Tata Communications, best known for its underwater Internet network that goes around the world, is betting to reposition itself in the mobility and Internet of Things domain, specifically in the public utilities area.
V S Shridhar, head of the IoT business unit, sees the area as a frontier of economic opportunities that go beyond the ambit of stereotypes that include home automation to check if a connected fridge has run out of milk.
He said healthcare, traffic congestion, environment and pollution are potential areas for commerce, and added Tata Communications had invested around Rs 6.5 billion in developing its IoT business, which is being managed by some 75 executives over the past three years.
“For example, 40 per cent of all public water is wasted and, most of the time, quality is uncertain,” Shridhar said. These are some areas the company hopes to bring a difference to by deploying sensor-laden devices.
Tata Steel is also running a pilot for wearables, with 50-100 workers at its factory in Jamshedpur. The device, called a safety watch, is worn by workers on a rubber strap. The device monitors location in real time as well as health parameters and sends data back and forth to a command centre.
Some work around IoT in public utilities has already started rolling out. Around a year ago, the Bhopal Smart City Development Corp installed 400 smart poles, equipped with environment sensors, surveillance units, and electrical vehicle charging points, built by Ericsson and Bharti Airtel.
Then, a couple years ago, in Bengaluru, close to 3,500 buses were enabled with IoT systems to relay route, departure and arrival data to their dispatch centres, according to Rakesh Kaul, partner at PwC India.
“IoT is the future,” he said, while explaining how technology, which relies on Internet connectivity and is built around data and devices, was already established within most industries. The next phase of that, Kaul said, was being able to generate and harvest enough data from such deployment for it to make commercial sense.
According to Shridhar, the future of IoT has a lot to do with safety, including smart devices for women and wearables for factory workers.
Shridhar admitted there were challenges that include Internet deployment and network reach. And, he’s not alone in thinking that way.

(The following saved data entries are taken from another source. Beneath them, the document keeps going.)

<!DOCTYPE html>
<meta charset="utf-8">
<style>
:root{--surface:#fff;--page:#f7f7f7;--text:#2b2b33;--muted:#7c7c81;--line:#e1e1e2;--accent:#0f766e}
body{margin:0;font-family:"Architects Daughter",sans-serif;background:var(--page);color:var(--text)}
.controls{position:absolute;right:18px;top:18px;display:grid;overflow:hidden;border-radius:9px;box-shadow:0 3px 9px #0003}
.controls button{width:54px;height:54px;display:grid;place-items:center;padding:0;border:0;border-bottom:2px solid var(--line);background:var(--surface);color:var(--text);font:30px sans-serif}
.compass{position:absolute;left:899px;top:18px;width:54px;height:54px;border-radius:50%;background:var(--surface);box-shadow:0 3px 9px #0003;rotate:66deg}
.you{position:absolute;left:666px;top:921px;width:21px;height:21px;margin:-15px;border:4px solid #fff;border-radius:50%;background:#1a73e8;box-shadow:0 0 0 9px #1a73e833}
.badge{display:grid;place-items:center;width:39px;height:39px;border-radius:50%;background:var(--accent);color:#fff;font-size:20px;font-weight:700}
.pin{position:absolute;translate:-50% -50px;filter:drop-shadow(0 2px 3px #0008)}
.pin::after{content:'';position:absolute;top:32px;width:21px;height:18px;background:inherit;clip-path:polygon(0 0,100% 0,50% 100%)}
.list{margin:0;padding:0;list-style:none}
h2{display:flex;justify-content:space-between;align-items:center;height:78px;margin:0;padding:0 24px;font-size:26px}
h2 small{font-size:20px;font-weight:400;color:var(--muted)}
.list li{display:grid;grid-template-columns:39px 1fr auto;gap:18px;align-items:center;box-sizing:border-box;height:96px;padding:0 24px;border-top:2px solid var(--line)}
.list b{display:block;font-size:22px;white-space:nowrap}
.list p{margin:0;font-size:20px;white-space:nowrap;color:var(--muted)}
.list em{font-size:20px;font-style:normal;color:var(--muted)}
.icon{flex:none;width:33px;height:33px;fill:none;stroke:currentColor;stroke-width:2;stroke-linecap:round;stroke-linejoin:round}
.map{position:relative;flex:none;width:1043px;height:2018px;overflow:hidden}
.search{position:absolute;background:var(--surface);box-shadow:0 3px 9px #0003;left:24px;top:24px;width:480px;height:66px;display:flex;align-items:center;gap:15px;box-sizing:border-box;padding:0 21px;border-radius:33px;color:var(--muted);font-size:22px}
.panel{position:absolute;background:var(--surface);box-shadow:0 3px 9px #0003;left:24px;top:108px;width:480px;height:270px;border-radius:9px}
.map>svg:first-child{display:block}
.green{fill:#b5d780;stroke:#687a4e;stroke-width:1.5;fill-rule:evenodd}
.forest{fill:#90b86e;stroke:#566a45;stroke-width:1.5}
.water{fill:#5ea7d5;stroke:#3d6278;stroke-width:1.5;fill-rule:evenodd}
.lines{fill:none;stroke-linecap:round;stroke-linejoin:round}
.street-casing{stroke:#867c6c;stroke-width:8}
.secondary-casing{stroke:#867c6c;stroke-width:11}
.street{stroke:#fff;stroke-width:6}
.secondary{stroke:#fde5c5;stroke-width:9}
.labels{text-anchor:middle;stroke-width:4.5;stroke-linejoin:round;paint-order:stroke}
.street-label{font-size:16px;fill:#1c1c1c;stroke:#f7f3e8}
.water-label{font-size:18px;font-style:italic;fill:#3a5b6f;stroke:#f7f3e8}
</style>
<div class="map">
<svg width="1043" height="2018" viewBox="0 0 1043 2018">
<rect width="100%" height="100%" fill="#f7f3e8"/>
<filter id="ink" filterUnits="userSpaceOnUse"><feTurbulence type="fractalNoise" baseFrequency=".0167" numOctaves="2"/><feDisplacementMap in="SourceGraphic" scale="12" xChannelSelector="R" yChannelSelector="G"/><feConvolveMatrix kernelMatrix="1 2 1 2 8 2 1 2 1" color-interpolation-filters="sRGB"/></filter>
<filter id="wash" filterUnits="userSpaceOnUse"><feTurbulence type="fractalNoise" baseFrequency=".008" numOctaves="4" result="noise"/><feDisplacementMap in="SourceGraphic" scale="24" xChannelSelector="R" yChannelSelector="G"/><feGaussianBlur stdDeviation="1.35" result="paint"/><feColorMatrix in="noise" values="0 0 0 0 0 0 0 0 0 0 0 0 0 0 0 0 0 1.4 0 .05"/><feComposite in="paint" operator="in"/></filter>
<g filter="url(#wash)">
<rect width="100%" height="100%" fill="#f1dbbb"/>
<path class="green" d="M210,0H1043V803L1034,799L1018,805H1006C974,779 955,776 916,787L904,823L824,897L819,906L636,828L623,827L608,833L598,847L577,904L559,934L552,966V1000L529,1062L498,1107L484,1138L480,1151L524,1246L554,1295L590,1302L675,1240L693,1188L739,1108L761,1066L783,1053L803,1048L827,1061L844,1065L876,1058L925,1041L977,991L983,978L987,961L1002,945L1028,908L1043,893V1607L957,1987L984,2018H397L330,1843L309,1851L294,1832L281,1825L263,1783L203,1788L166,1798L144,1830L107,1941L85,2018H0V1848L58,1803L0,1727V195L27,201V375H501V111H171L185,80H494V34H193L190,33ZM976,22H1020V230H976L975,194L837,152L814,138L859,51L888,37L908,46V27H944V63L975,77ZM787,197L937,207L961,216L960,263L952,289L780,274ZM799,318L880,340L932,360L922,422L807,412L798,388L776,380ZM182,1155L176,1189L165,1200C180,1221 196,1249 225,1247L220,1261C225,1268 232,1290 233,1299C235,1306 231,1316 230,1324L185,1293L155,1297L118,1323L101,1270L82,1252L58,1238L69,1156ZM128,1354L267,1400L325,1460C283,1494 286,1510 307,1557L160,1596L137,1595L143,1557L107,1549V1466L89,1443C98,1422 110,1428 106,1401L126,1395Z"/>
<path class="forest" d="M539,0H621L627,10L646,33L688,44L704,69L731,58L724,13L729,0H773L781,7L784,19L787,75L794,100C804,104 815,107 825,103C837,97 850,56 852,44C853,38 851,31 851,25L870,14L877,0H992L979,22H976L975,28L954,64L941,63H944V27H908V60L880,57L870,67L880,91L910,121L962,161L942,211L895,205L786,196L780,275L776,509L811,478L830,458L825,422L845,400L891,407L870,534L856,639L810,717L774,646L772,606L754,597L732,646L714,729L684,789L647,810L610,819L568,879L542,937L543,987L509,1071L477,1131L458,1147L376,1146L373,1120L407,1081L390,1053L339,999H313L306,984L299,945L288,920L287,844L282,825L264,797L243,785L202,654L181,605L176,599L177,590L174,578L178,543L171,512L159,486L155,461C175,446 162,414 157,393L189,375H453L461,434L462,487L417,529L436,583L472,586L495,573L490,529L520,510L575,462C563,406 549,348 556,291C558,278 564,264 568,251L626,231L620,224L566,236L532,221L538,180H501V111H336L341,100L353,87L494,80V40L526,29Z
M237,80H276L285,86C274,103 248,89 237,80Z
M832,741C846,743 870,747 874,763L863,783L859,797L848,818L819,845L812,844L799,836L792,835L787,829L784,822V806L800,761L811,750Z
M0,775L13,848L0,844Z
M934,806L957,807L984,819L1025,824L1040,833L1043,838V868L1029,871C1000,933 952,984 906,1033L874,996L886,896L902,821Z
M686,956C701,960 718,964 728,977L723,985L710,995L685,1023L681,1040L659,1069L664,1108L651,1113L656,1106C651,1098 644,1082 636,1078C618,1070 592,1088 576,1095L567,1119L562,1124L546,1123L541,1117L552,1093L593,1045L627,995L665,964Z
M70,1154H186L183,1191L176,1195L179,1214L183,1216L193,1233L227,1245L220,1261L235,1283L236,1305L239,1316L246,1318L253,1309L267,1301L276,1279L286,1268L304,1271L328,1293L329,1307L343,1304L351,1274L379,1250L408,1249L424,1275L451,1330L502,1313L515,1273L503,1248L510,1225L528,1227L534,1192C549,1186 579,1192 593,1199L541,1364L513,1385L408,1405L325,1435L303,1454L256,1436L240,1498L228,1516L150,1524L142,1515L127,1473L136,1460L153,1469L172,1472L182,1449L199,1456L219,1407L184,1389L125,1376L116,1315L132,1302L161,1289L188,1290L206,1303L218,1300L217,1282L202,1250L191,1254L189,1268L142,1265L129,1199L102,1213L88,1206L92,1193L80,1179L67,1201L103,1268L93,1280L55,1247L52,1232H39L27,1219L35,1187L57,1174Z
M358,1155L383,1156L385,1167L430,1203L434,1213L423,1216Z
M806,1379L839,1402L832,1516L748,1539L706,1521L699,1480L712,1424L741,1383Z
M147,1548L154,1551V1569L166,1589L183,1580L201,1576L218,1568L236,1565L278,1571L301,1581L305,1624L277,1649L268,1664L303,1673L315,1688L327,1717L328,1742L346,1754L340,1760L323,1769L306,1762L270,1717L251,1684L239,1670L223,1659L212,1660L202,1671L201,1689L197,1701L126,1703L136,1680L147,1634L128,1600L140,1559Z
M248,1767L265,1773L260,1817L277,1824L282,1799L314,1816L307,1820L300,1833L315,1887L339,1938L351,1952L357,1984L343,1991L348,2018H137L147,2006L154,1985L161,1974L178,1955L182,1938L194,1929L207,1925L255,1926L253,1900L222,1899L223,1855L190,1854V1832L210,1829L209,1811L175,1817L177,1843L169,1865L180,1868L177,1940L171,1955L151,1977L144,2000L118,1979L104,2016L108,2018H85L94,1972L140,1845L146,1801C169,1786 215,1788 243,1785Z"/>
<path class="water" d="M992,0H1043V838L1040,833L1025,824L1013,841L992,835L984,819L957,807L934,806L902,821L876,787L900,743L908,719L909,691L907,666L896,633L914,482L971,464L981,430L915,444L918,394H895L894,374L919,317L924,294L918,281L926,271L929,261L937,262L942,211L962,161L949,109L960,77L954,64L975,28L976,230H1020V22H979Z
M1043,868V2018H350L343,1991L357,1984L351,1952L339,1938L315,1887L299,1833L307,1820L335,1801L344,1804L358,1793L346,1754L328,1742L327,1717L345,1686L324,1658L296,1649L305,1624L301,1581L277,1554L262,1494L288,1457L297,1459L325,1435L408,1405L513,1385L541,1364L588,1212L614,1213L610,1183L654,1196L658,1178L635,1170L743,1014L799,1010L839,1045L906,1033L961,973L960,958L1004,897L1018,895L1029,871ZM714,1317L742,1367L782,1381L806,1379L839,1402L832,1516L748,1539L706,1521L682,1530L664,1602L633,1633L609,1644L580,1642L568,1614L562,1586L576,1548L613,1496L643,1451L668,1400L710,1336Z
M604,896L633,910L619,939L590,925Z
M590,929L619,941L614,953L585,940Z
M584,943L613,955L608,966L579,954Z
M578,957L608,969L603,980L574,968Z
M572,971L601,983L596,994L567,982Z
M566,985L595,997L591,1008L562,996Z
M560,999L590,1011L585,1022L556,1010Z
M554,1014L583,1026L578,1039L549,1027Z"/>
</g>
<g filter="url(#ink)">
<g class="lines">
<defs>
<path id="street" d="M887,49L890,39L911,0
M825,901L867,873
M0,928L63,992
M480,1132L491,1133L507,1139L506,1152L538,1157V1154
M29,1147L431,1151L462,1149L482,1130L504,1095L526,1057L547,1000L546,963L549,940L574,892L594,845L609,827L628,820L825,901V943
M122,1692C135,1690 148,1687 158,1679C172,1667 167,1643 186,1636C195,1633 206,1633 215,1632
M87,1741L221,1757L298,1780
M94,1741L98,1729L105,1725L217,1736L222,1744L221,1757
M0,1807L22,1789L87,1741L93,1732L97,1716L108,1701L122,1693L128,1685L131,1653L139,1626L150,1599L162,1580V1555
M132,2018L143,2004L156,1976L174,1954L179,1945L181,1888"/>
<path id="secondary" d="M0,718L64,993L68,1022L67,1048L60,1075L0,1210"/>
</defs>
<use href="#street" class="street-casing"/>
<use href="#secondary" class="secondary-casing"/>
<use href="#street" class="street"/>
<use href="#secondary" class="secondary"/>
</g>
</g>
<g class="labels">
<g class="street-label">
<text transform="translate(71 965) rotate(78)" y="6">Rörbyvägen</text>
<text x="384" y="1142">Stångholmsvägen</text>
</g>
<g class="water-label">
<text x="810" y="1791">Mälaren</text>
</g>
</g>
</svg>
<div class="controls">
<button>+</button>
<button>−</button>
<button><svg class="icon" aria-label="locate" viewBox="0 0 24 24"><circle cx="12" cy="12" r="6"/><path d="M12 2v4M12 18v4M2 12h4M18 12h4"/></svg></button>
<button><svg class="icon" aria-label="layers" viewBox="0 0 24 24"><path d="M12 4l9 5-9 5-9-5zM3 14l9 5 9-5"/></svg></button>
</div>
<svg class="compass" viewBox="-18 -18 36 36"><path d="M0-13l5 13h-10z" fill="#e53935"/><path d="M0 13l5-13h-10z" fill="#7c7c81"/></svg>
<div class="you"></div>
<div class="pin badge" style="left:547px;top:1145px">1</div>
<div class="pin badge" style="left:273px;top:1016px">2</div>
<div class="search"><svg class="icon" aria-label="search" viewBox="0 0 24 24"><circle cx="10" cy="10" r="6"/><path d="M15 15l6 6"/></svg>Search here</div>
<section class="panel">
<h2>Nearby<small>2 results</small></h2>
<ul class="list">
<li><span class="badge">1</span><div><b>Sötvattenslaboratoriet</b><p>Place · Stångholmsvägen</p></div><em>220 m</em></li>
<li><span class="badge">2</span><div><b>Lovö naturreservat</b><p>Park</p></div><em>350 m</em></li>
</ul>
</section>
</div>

Anand Bhushan, partner with law firm Shardul Amarchand Mangaldas that works with technology companies, said: “There’s a long journey to the first layer of technology, which we call Phase I and has to be deployed all over the country. Most villages today don’t even have electricity and, so, public utilities will perhaps see the last phase of technology deployment.”
IoT is inevitable and deployment has to be driven by the private sector, Bhushan felt.